How GraphQL Delivers on the Original Promise of the Semantic Web. Or Not.

This is Part 4 of the ProgrammableWeb API University Guide to GraphQL: Understanding, Building and Using GraphQL APIs.

In previous installments in this series we looked at the history that led up to the advent of GraphQL. Also, we looked at the GraphQL specification and a real world GraphQL API that we created using Apollo Server 2.0, a Node.js-based implementation of the GraphQL specification. Now we're going to take a step back and look at GraphQL in terms of the Semantic Web. The Semantic Web is an extension of the World Wide Web that's intended to enable machines to search and understand the information on the Internet in a meaningful way. The Semantic Web has been quietly influencing the evolution of the World Wide Web since the early days of web page publishing.

In this installment we're going to look at how the Semantic Web came to be. We'll look at the historical evolution of the technologies that emerged to meet its requirements. Then after we understand the historical underpinnings, we'll look at how some of the promise of the Semantic Web is realized by GraphQL, now and going forward. To be clear though, living up to the promise of the Semantic Web was never a stated objective of GraphQL's inventors. It's just that the similarities are too coincidental to ignore. If you're familiar with the Semantic Web, you'll be pleasantly surprised by some of GraphQL's advancements. If you're not familiar with the Semantic Web, it's worth it to learn about what it attempted to achieve and how GraphQL delivers on some of that potential. 

Understanding the Semantic Web

In order to understand the Semantic Web, you need to understand the problem it attempts to solve — how to create a way to describe entities and relationships that are exposed on the Internet in a standard format that is machine-understandable.

The Semantic Web is an idea that has been around since the introduction of the Internet to mainstream computing. An article published by Tim Berners-Lee, James Hendler, and Ora Lassila in a 2001 issue of Scientific American brought the Semantic Web into the mainstream. According to Berners-Lee, et. al.,

"The Semantic Web is not a separate Web but an extension of the current one, in which information is given well-defined meaning, better-enabling computers and people to work in cooperation."

The Scientific American article built on ideas previously described in the Resource Description Framework (RDF) which was adopted by the W3C in 1999, (The concepts described in the RDF have become central to the Semantic Web as we'll examine soon.)

In order to realize the vision of the Semantic Web, three requirements need to be satisfied. These requirements are:

  1. There needs to be a way to represent data entities in a standardized, self-describing format that is universally machine-understandable.
  2. There needs to be a standardized way to describe any one of the potentially infinite number of relationships that can exist between any two entities.
  3. There needs to be a standardized way to determine the meaning of metadata applied to a given data entity — for example having a way to determine if the attribute, title describes the name of a book or is a prefix applied the name of a person, such as the case of Moby Dick vs.

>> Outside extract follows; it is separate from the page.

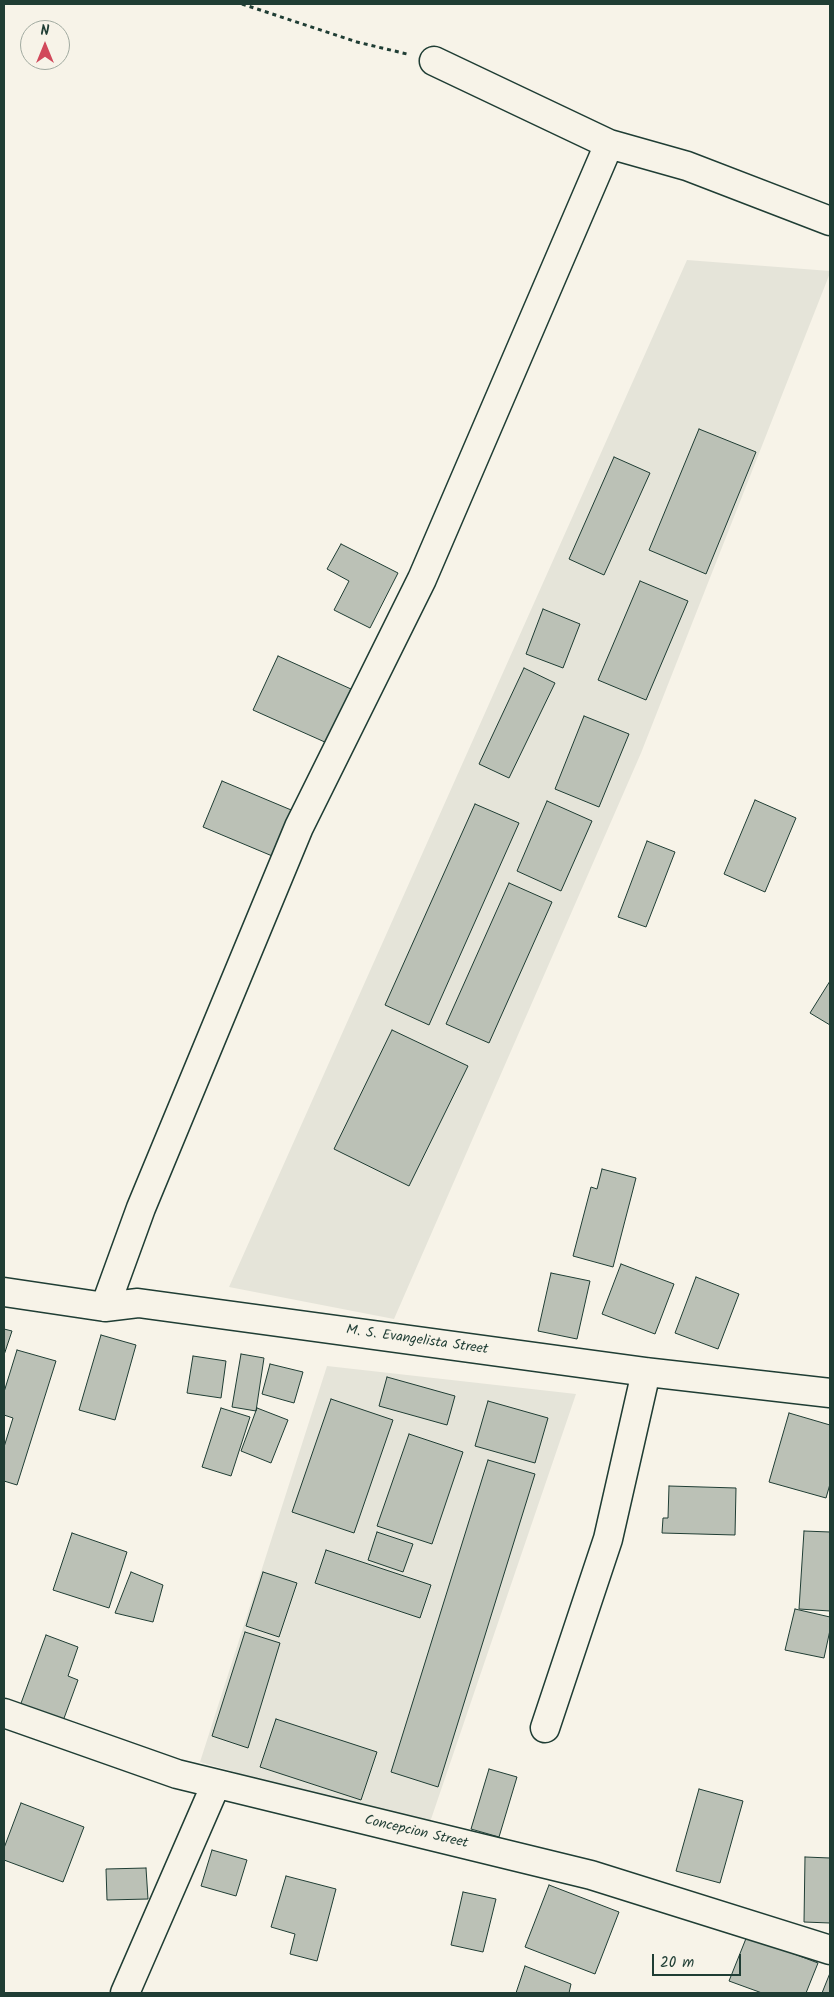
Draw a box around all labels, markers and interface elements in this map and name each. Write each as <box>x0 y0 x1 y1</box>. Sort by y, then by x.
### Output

Doctor.

Let's take a look at the way web technology has evolved to satisfy these requirements.

Implementing a Self-Describing Data Format

The first requirement — describing data entities in a standard, self-describing format — has been satisfied for a while. Today the most common formats for publishing data on the web are XML (as shown in Listing1) and JSON (Listing 2.).

<persons>
    <person id="101" firstName="David" lastName="Bowie" dob="1947-01-08" />
    <person id="102" firstName="Nicholas" lastName="Roeg" dob="1928-08-15" />
    <person id="103" firstName="Rip" lastName="Torn" dob="1931-02-06" />
    <person id="104" firstName="Candy" lastName="Clark" dob="1947-06-20" />
    <person id="105" firstName="Mick" lastName="Jagger" dob="1943-07-23" />
    <person id="106" firstName="Buck" lastName="Henry" dob="1930-12-09" />
</persons>

Listing 1: XML is a standard way to format data for publication on the internet

{
    "persons": [
        {"id": 101, "firstName": "David", "lastName": "Bowie", "dob": "1947-01-08"},
        {"id": 102, "firstName": "Nicholas", "lastName": "Roeg", "dob": "1928-08-15"},
        {"id": 103, "firstName": "Rip", "lastName": "Torn", "dob": "1931-02-06"},
        {"id": 104, "firstName": "Candy", "lastName": "Clark", "dob": "1947-06-20"},
        {"id": 105, "firstName": "James", "lastName": "Dean", "dob": "1931-02-08"},
        {"id": 106, "firstName": "Buck", "lastName": "Henry", "dob": "1930-12-09"}
    ]
}

Listing 2: JSON is also a widely supported way to format data for publication on the internet

Both XML and JSON are considered self-describing standards. In other words, the fields of the data structure are apparent. When you look Listings 1 and 2 above, you have no problem determining that there are attributes; firstName, lastName, and dob. The attribute names are embedded in the data structure. You don't need an external reference to figure things out.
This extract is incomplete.